During a regular meeting on April 9, the Proviso Township High Schools District 209 Board of Education voted 6-0 in favor of authorizing a 5-year Financial Plan for the district, which officials said is the first-time a plan had ever been created for D209. Board member Della Patterson abstained but did not say why.
District 209 Supt. Jesse Rodriguez said that the board directed his administration to create a plan that guides the funding of the district’s recently-approved facilities master plan and that doesn’t increase taxes.
“You do have a very ambitious goal and I think that we have exceeded that expectation,” Rodriguez told board members on April 9.
The plan, district officials said, will ensure that additional funding goes to professional development, athletic programs, support for special education programs, the development of career academies at Proviso East and Proviso West, the implementation of the district’s 1:1 Technology Plan and more opportunities for students to recover credits during the school day, among other priorities.
At a meeting on March 12, Nicole Howard, D209’s assistant superintendent for academics and student and family services, said that the aforementioned funding areas are typically the first to get cut when school districts start tightening their belts. The 5-year plan, she said, allows for fiscal discipline without cutting those areas.
District officials have said that the plan is based on relatively stable student and staff enrollment projections through the 2023-24 school year. Student enrollment is projected to decline slightly at East and West, and across the district as a whole, while enrollment at Proviso Math and Science Academy (PMSA) is projected to increase.
“This way, more students have a greater menu of options to pursue excellence within PTHS D209,” district officials explained in the Financial Plan’s executive summary.

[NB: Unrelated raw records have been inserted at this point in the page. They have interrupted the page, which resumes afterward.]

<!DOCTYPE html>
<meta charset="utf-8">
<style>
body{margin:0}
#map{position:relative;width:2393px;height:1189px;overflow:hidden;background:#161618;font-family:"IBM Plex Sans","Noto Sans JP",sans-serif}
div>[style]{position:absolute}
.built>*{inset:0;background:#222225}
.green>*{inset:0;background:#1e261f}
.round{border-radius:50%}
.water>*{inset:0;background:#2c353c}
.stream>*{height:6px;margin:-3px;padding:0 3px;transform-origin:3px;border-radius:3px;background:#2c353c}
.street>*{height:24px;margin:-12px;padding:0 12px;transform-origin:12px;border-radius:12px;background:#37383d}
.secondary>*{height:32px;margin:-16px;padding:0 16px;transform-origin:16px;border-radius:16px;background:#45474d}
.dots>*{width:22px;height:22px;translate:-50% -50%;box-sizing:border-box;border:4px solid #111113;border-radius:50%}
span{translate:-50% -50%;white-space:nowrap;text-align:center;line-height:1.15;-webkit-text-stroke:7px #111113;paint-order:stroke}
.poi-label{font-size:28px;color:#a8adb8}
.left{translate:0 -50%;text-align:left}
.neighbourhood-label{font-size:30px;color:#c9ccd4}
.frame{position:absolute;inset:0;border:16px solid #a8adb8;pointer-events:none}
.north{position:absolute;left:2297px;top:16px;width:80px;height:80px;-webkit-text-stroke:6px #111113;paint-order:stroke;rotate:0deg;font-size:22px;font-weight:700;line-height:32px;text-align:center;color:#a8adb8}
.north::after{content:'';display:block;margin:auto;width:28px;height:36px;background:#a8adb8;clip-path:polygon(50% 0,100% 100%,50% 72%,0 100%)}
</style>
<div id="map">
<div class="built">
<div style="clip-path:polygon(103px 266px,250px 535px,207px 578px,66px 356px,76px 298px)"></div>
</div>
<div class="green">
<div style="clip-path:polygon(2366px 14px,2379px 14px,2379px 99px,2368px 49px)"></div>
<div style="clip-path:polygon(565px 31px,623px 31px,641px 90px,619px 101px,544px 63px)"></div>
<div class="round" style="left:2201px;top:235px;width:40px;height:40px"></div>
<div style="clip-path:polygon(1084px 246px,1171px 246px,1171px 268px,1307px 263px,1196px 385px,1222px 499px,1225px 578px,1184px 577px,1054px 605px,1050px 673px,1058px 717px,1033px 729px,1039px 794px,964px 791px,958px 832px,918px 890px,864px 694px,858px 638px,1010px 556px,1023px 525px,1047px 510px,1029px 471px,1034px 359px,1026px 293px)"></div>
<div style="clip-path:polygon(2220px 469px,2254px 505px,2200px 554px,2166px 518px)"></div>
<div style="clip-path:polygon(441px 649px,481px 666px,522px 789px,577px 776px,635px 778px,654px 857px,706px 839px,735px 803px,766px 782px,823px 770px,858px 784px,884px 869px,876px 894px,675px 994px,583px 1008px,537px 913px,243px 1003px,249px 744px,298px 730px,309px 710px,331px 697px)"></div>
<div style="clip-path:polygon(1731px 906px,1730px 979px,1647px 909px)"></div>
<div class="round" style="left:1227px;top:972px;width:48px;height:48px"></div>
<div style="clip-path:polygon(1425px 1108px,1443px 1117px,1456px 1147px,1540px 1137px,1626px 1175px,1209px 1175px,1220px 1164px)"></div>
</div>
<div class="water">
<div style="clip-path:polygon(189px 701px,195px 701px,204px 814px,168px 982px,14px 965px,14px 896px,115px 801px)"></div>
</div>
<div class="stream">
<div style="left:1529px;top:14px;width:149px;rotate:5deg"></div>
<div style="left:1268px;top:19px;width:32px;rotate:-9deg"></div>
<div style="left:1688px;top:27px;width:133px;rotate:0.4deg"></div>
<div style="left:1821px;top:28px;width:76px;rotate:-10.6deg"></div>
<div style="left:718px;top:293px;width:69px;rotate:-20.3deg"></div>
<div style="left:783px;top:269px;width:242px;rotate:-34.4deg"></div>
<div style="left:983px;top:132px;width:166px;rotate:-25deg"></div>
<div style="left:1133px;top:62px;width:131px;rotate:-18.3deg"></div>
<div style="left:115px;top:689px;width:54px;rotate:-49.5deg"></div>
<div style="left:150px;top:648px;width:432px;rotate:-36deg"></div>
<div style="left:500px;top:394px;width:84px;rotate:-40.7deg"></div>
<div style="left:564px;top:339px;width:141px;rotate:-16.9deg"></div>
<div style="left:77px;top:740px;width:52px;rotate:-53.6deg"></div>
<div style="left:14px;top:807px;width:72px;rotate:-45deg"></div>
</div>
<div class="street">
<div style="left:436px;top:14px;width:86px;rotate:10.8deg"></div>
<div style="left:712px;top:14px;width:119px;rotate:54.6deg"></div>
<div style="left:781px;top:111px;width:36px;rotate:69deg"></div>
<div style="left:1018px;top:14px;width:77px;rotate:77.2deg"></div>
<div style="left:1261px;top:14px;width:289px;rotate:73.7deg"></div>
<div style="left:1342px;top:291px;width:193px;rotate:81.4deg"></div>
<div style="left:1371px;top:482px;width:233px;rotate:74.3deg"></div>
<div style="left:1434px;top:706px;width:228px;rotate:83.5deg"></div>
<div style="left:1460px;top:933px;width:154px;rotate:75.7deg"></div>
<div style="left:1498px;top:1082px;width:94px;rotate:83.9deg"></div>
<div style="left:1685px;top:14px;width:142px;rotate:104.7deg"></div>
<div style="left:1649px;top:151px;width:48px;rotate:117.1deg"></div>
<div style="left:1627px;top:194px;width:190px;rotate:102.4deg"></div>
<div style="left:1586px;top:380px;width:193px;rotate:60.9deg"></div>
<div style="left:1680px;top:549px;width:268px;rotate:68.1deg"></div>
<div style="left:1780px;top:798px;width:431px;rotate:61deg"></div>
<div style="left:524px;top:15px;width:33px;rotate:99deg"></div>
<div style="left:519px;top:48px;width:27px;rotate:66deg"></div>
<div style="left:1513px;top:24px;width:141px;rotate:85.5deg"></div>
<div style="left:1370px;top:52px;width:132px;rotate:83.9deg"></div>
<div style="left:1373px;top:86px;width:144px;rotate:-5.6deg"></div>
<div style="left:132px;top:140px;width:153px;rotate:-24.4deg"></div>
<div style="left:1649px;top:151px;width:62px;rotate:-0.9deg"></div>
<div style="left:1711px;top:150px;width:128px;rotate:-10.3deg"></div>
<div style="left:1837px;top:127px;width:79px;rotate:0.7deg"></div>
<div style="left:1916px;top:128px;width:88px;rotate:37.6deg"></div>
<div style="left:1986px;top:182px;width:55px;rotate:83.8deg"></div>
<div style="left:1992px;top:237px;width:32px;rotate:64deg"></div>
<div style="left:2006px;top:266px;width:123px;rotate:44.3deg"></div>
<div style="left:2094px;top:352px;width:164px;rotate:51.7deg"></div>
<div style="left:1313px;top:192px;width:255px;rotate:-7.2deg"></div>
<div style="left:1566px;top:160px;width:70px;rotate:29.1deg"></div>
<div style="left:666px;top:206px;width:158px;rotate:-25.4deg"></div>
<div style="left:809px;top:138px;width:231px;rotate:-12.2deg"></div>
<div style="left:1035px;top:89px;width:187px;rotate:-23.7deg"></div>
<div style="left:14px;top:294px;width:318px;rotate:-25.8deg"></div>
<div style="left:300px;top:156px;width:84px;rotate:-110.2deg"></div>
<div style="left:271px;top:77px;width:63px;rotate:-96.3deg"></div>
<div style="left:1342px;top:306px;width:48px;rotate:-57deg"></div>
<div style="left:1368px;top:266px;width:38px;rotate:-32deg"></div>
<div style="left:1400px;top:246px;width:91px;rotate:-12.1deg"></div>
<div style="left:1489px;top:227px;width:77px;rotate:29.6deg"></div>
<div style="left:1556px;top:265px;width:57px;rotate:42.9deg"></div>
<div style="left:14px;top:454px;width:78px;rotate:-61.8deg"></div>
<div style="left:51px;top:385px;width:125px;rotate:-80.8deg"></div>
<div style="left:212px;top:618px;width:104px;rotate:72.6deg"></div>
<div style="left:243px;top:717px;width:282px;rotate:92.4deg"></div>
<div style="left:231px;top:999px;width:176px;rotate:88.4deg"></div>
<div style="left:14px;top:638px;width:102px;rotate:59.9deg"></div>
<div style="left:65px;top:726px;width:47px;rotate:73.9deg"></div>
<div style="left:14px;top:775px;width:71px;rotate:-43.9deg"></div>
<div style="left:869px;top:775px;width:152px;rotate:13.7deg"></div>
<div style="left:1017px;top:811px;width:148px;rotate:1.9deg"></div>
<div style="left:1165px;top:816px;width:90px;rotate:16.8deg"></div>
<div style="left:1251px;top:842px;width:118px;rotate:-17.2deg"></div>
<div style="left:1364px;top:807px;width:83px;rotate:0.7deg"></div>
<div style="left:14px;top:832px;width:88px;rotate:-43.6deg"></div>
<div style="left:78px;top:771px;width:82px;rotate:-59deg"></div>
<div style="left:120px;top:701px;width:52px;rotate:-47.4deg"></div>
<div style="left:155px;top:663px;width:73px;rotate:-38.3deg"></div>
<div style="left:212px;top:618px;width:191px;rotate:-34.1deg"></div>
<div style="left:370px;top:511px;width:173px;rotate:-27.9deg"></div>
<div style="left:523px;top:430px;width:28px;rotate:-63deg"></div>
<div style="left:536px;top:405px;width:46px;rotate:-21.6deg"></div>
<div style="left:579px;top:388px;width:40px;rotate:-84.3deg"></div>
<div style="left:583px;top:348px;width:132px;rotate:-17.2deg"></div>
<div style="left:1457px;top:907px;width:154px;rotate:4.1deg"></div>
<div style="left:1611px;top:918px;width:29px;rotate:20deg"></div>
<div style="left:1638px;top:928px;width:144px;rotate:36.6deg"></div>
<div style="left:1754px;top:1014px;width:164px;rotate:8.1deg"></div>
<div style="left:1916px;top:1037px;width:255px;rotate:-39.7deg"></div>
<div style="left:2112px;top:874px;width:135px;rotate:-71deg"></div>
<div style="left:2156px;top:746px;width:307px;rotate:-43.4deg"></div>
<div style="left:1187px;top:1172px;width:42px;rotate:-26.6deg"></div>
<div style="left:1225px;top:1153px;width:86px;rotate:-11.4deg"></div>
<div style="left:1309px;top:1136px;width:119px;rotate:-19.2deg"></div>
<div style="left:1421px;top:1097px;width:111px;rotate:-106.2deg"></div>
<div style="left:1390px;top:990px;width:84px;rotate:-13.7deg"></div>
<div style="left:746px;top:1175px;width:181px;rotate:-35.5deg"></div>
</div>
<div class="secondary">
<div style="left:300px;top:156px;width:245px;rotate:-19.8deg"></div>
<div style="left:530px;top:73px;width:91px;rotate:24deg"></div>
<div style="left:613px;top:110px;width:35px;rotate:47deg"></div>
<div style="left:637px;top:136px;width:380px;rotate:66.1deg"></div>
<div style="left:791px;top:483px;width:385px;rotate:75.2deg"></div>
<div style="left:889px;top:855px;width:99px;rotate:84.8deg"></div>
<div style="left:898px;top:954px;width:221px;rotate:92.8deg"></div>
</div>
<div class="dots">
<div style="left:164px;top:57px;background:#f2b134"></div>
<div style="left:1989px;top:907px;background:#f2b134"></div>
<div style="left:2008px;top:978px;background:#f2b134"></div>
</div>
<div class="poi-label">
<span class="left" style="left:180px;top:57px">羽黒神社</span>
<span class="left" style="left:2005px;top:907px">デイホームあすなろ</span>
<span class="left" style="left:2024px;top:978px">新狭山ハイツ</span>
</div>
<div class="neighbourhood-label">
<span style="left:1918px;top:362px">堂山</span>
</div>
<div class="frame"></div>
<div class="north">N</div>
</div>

Enrollment at East is projected to decrease 7 percent, from 1,561 next school year to 1,446 in four years, while the number of full-time equivalent positions at the school is projected to decrease by three, to 111, during the same time frame.
Enrollment at West is likewise projected to drop 7 percent, from 1,732 next school year to 1,1606 in 2023-24, while the number of full-time equivalent positions at the school is projected to decrease from 121 next year to 111 in 2023-24.
Enrollment at PMSA, meanwhile, is projected to increase 9.5 percent, from 877 next school year to 960 in four years, while the number of full-time equivalent positions at the school is projected to increase from 54 next school to 60 in 2023-24.
Total enrollment across the district is projected to decline 4 percent, from 4,169 next school year to 4,011 in four years, while the number of full-time equivalent positions in the district is projected to decrease from 289 to 282 in 2023-24.
Based on existing collective bargaining agreements with the district’s three unions, annual salary increases for faculty and all other staff are projected to grow at 3 percent and 2 percent, respectively, for the next five fiscal years. Annual employee benefits are projected to increase by 5 percent for fiscal year 2020-21, and 6 percent for the following three fiscal years. The district’s payments to the Illinois Municipal Retirement Fund are projected to be “relatively flat,” officials said.
The Financial Plan’s “operational goals’ are to manage resources at the district based on class size target ratios of 30:1 at PMSA and 25:1 at East and West.
According to the plan, the district is on track to accumulate approximately $77 million for capital improvement projects by the end of fiscal year 2024. An additional $25 million in bonding capacity could be possibly by fiscal year 2025, officials said.
The plan also projects annual fund balance surpluses ranging between $4 million and $6 million through fiscal year 2024, when the year-end balance is projected to be around $32.3 million — 36 percent of expenditures for that year.
The Financial Oversight Panel (FOP), a state-appointed advisory body that has overseen the district’s finances since 2009, had recommended that the school board implement the 5-year Financial Plan if it ever wanted the FOP to dissolve.
During the April 9 meeting, board member Sam Valtierrez asked Rodriguez if the FOP would exit the district now that the 5-year Financial Plan is in place.
“Are we done with the FOP?” Valtierrez asked.
“We had a conversation with the FOP at the last meeting, which is to be continued,” Rodriguez said on April 9, adding that the FOP is “impressed” with the plan and with the financial controls the district has in place.
“We did have conversations about a limited partnership,” Rodriguez said. “Perhaps we can sit down with the two boards and [think about] where we go from here. [The FOP] is interested in having the conversation with us about how the structure will look like in the future.”